> **WORK TO BE COMPLETED**:
Go line by line through the records below. Copy whichever lines contain the string "above".

[INPUT — start]

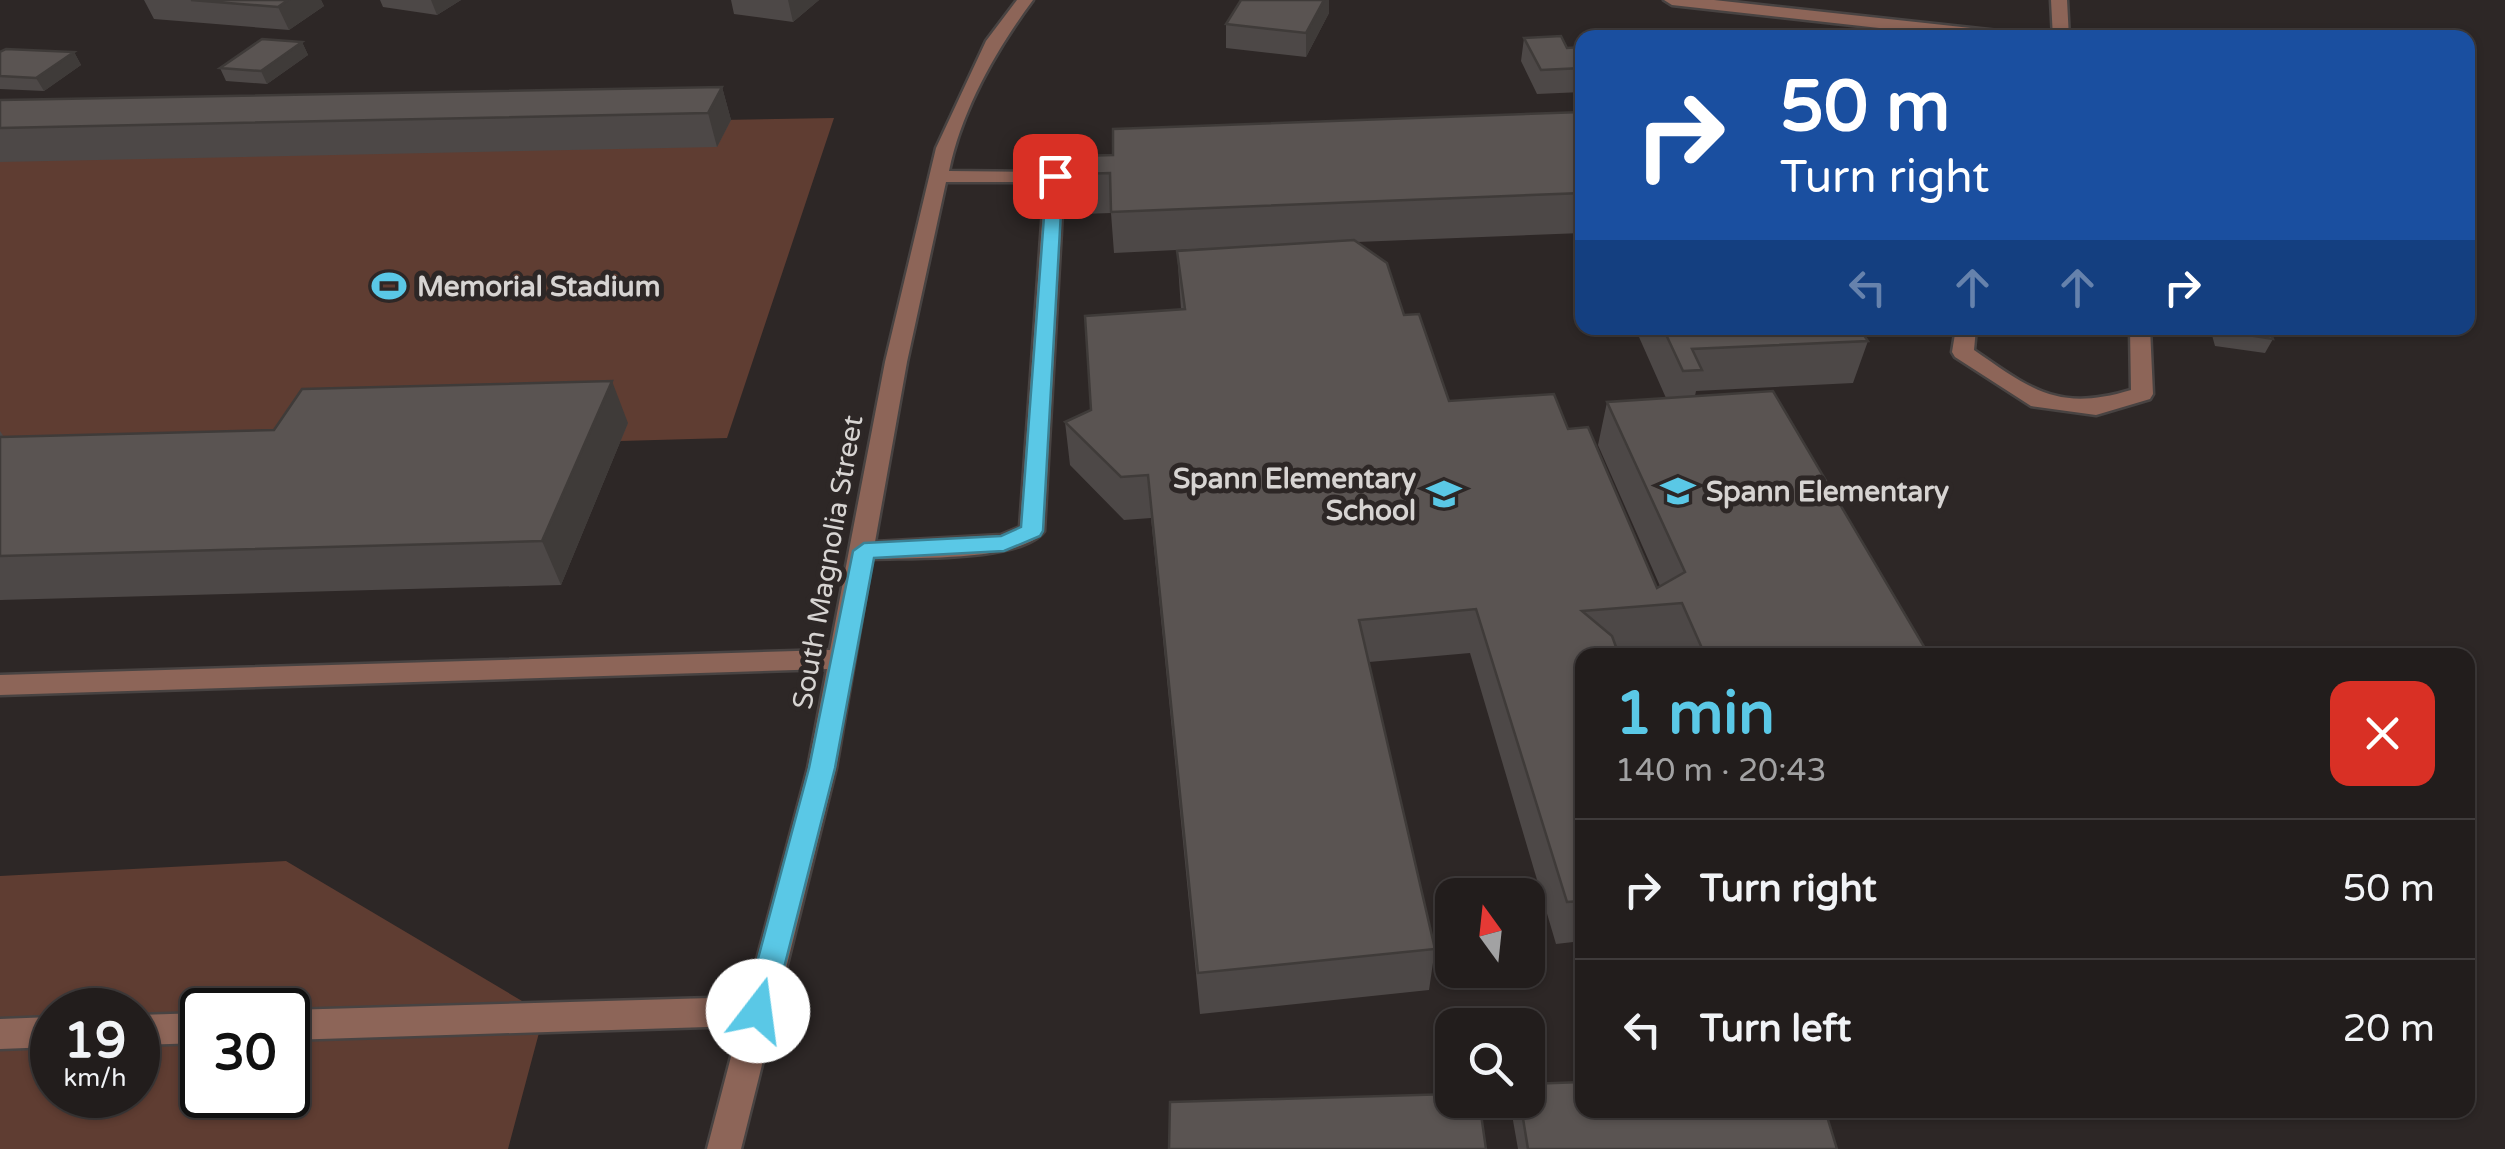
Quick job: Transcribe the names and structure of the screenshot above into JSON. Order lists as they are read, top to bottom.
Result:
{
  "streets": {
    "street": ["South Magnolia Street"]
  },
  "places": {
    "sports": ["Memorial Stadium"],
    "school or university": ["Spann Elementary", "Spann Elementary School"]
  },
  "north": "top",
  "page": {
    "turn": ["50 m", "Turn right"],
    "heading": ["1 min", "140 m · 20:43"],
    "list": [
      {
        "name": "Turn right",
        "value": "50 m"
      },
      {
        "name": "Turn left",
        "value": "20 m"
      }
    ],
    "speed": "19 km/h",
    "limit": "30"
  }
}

[INPUT — finish]
[INPUT — start]

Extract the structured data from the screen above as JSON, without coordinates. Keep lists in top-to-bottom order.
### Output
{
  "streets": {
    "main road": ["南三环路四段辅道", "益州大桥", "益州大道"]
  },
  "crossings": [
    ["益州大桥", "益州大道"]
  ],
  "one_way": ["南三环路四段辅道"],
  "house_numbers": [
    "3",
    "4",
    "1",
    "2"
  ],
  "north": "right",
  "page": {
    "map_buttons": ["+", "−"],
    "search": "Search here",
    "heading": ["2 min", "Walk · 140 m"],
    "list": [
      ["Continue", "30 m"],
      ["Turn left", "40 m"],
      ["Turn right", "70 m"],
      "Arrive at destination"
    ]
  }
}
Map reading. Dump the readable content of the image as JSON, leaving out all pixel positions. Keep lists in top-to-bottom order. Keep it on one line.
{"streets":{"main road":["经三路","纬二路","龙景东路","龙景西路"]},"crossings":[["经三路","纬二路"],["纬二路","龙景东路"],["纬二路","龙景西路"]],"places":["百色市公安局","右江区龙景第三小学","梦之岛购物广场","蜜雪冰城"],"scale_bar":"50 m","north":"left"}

[INPUT — finish]

> **SOLUTION TO THE EXERCISE**:
Quick job: Transcribe the names and structure of the screenshot above into JSON. Order lists as they are read, top to bottom.
Extract the structured data from the screen above as JSON, without coordinates. Keep lists in top-to-bottom order.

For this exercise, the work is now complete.